Is there a RETRACTABLE pen kit that I can make and use a pilot G2 refil in? I'm sure someone has had to try this........


----------



## jyreene (Jul 8, 2013)

I believe Mike Shue, russianwolf, has been working out the final details of a pen that uses a G2 refill. I won't steal his thunder so if he wants to chime in and sees this I'll let him.


----------



## Dan Masshardt (Jul 8, 2013)

I don't believe that there is a stock kit that does what you Sk out of the box. 
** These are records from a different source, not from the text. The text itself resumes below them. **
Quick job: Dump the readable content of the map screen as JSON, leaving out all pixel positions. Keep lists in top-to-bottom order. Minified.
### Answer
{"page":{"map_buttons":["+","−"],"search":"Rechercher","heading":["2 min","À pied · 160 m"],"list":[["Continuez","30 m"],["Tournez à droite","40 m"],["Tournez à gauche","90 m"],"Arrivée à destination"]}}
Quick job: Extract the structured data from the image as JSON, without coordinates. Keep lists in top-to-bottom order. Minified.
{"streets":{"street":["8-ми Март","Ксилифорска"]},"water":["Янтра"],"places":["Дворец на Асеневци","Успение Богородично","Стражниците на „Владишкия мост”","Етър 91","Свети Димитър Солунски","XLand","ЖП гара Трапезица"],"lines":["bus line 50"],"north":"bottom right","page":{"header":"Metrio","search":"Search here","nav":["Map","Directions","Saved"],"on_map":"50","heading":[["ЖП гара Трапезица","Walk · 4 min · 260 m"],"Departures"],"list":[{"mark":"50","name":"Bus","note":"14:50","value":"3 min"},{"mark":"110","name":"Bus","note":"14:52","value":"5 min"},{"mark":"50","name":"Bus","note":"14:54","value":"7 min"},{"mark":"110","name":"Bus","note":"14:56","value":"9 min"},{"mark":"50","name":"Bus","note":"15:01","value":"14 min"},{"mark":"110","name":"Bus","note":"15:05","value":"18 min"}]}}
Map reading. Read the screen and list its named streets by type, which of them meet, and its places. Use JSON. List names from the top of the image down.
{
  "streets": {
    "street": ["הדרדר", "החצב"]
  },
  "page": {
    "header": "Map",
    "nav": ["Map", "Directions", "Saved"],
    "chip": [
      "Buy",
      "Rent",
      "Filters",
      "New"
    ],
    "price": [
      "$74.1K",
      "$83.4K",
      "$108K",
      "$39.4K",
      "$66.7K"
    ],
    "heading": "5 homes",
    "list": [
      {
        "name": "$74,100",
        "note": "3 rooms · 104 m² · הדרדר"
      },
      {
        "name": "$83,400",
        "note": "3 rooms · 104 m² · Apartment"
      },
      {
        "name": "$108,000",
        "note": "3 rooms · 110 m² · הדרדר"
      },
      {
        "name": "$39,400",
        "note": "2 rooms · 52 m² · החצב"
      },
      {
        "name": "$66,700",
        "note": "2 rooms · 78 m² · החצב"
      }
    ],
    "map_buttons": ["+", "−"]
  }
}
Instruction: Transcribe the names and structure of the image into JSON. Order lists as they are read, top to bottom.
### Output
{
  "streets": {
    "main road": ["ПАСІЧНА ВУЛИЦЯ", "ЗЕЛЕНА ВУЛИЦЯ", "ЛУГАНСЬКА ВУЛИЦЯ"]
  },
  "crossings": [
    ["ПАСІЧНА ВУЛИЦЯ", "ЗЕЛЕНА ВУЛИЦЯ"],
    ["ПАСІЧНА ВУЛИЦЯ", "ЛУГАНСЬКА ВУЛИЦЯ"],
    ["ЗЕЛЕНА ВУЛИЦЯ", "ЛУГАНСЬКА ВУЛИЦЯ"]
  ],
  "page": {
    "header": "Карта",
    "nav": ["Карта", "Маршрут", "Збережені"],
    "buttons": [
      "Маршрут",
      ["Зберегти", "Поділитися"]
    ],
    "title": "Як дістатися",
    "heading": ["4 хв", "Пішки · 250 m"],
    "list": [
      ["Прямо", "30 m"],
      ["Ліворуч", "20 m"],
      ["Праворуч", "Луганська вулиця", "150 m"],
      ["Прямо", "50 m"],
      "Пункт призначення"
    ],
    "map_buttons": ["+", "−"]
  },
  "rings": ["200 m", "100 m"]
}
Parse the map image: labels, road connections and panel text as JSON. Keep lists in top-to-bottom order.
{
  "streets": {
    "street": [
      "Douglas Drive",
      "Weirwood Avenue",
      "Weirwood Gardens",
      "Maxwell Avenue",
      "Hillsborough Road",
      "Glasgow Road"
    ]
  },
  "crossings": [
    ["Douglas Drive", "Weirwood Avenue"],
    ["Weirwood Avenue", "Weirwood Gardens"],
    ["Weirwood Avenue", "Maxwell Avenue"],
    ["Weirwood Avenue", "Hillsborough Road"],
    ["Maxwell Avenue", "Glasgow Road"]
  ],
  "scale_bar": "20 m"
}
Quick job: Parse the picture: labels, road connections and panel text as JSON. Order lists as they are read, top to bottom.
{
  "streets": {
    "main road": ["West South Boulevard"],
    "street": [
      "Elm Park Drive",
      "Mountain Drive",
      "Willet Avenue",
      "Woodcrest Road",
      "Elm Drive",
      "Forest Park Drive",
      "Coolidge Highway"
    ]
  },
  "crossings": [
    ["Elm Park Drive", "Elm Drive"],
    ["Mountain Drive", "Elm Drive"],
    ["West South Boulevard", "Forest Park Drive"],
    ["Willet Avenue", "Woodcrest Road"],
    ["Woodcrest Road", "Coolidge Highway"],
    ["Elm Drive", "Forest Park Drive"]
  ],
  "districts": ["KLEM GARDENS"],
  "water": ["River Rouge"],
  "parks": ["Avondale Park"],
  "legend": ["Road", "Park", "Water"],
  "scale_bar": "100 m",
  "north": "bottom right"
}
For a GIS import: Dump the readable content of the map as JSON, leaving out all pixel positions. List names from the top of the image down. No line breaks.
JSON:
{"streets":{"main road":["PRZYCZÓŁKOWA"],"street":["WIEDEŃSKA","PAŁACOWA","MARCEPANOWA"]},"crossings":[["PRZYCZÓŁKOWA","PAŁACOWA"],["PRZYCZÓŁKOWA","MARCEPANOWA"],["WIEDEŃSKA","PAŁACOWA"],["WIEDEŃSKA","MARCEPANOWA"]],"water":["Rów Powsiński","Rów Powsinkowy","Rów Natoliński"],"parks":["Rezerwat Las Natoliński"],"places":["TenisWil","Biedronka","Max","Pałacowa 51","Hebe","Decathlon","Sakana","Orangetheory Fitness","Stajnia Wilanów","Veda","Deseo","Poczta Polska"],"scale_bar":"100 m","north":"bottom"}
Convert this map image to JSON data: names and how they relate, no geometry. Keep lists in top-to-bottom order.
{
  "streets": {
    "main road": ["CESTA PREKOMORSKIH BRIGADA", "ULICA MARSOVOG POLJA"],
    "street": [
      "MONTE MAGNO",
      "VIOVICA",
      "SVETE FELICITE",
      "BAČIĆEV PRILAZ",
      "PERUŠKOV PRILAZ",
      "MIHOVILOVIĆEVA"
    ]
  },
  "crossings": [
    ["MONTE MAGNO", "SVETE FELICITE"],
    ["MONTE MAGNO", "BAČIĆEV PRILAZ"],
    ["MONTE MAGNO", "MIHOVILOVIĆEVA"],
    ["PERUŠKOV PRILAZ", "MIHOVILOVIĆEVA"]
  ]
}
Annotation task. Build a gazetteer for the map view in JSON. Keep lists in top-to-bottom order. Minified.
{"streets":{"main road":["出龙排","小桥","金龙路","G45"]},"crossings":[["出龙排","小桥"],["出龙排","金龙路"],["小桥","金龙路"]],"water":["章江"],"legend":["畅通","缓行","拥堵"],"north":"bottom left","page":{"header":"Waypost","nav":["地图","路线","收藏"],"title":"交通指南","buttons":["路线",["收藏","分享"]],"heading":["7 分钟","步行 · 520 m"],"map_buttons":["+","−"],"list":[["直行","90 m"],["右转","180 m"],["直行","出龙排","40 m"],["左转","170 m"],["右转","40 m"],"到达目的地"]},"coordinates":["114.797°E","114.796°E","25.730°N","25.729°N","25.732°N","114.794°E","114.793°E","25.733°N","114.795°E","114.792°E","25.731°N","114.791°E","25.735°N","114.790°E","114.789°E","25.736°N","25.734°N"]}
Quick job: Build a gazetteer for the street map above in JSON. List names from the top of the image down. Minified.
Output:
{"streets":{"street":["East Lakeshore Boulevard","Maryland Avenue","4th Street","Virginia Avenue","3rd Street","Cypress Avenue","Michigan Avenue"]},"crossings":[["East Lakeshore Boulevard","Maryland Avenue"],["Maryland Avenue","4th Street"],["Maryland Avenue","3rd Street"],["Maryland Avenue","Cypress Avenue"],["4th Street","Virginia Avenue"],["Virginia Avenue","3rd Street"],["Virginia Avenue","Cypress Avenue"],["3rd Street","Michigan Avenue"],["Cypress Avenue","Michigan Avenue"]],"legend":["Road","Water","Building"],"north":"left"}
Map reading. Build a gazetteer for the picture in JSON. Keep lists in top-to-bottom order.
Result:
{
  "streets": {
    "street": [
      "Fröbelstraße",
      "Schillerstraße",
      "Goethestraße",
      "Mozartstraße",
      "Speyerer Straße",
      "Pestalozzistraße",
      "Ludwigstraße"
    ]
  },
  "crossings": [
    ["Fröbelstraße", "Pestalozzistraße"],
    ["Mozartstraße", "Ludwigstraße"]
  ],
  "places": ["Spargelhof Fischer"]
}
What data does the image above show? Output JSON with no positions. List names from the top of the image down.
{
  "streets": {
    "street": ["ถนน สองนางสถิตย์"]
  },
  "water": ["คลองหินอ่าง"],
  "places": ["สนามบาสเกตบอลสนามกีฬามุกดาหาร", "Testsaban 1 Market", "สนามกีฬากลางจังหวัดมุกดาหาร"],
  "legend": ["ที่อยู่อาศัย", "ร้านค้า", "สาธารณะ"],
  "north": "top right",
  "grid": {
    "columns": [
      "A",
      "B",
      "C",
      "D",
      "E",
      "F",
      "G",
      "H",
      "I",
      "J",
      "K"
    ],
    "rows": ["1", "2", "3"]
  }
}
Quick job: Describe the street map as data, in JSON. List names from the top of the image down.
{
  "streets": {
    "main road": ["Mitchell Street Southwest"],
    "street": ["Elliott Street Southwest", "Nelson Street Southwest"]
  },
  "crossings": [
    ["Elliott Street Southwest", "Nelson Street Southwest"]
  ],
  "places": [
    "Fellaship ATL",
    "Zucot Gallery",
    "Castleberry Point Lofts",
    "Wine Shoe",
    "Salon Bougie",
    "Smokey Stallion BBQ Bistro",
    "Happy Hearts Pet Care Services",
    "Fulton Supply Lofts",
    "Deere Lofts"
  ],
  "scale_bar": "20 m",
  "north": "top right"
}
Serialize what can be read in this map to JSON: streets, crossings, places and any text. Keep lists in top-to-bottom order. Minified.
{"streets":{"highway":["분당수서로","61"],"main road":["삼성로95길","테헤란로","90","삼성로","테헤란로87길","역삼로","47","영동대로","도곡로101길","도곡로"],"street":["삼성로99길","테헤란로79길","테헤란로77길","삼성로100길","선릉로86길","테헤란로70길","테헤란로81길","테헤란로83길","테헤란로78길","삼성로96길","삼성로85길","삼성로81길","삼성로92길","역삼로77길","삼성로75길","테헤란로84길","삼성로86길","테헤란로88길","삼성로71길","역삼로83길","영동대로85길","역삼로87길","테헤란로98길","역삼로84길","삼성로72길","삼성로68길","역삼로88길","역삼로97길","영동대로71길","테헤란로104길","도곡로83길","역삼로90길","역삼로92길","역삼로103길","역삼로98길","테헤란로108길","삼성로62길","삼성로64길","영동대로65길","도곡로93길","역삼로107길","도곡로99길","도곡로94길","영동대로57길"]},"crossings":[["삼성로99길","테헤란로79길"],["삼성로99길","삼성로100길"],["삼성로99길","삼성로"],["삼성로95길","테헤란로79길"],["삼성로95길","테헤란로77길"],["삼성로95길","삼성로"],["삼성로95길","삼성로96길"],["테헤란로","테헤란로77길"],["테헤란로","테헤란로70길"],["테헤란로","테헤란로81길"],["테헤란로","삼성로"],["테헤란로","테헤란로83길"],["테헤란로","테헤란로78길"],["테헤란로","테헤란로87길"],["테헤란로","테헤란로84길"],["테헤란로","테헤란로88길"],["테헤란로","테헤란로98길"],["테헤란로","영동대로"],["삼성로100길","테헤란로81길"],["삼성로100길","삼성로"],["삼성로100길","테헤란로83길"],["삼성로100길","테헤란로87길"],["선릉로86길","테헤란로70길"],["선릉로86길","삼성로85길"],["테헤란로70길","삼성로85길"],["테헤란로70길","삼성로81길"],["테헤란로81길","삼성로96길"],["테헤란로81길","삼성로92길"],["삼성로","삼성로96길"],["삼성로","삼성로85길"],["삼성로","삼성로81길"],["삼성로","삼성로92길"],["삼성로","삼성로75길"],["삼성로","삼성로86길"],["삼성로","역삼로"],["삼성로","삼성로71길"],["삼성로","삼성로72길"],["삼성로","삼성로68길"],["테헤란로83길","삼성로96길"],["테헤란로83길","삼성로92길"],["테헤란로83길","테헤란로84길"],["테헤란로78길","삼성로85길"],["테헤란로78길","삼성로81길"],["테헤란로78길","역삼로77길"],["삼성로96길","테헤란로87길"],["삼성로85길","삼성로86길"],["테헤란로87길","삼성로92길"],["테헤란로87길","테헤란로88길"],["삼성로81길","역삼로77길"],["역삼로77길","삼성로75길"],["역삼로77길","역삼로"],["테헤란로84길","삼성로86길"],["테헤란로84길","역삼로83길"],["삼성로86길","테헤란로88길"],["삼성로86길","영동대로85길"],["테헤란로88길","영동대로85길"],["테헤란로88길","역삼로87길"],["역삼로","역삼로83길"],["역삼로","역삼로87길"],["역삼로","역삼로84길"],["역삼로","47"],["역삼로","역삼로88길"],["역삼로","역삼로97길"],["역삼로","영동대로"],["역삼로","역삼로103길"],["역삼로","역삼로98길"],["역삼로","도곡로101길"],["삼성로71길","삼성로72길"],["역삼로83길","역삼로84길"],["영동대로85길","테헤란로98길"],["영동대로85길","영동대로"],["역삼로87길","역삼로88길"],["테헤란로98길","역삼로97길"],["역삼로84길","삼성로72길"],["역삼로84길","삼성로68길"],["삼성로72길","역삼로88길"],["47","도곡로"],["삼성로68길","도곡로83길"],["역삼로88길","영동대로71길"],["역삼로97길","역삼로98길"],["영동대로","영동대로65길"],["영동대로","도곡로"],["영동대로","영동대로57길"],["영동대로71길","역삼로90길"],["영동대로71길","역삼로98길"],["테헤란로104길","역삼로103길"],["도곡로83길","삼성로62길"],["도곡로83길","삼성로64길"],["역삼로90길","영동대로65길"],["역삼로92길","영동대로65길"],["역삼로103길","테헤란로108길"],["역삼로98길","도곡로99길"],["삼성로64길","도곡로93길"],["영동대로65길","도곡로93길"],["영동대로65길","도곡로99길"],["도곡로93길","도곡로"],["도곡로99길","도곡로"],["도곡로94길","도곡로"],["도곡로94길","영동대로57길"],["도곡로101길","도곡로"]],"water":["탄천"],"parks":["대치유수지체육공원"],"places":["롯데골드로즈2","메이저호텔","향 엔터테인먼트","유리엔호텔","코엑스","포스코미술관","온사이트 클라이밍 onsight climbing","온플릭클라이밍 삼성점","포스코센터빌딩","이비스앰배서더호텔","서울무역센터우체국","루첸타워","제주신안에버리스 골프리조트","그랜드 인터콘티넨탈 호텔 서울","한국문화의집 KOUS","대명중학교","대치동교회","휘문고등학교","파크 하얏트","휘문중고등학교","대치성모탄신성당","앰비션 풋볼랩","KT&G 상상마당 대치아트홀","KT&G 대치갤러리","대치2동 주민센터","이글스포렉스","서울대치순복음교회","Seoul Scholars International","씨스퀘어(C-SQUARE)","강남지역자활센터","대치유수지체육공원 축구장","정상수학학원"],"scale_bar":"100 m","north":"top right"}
I've been meaning to try an executive with a longer tube to try to accomplish this sometime.


----------



## johncrane (Jul 8, 2013)

I done it with Senna click, and the new Sierra click from Exotic Blanks, you have to up size the brass tube,the senna length end up being 2.770''  you can buy the longer brass tubes for the Sierra family can't remember if they 10''inch long or 12 inches i will have to check where i got the mine

brass tube 10 inch 27/64 i got mine from WoodturningZ   The uni-ball Signo refill has a better nib end to fit the spring too  a strait end no lip.The G2 Pilot has a bigger lip where the spring backs onto its easily fixed by cutting the spring or change the spring out for a bigger one to go over the lip.


----------



## Daveffemtp (Jul 9, 2013)

I guess I was looking for a "stock" kit that didn't require altering the refil. Thanks for the responses!


----------



## nava1uni (Jul 9, 2013)

Why do you want to use the G2 refill.  If it is the gel ink that you want you can get it in a Parker refill that fits into lots of kits.


----------



## johncrane (Jul 9, 2013)

*Pilot G2 question*

Here is photos of the different refills with the G2 and Sierra springs
The Sierra spring works well on the uni-ball Signo refill
G2 will need a different spring to work right.
Both refills write well uni-ball Signo my favorite


----------



## Russianwolf (Jul 9, 2013)

it will likely be a while before I can get my Pen ready for prime time.... to little time to work on it right now. 

That said. All you need to do is get tubes that are longer by the difference in the refill. Not hard for most kits.

I forget the exact measurements at the moment, but its not much. 1/4 inch or so.


----------



## Dan Masshardt (Jul 9, 2013)

Russianwolf said:


> it will likely be a while before I can get my Pen ready for prime time.... to little time to work on it right now.
> 
> That said. All you need to do is get tubes that are longer by the difference in the refill. Not hard for most kits.
> 
> I forget the exact measurements at the moment, but its not much. 1/4 inch or so.



But not every transmission would be good.  A cigar for example would be silly I'd think.  A click pen or one with a finial twist would seem to me to make the most sense.


----------



## johncrane (Jul 9, 2013)

Another point i would like to make is,the Mod for me was just a refill/click testing thing with different kits and for my own use, cutting springs and changing blanks is not for all, Now
The Senna will take both refills with just a longer brass tube and blank, 
The Sierra will take G2 pilot with spring cutting Mod and longer brass tube and blank,you can add another Mod to fit the Uni-ball refill into a Sierra this is done by using the (G2 Refill black end cap) doing that Mod is less spring drama,also when Senna click is in writing position the click button moves in and out, it's works the same with a PARKER Refill. have others found this problem This does not happen with Sierra click unit,


----------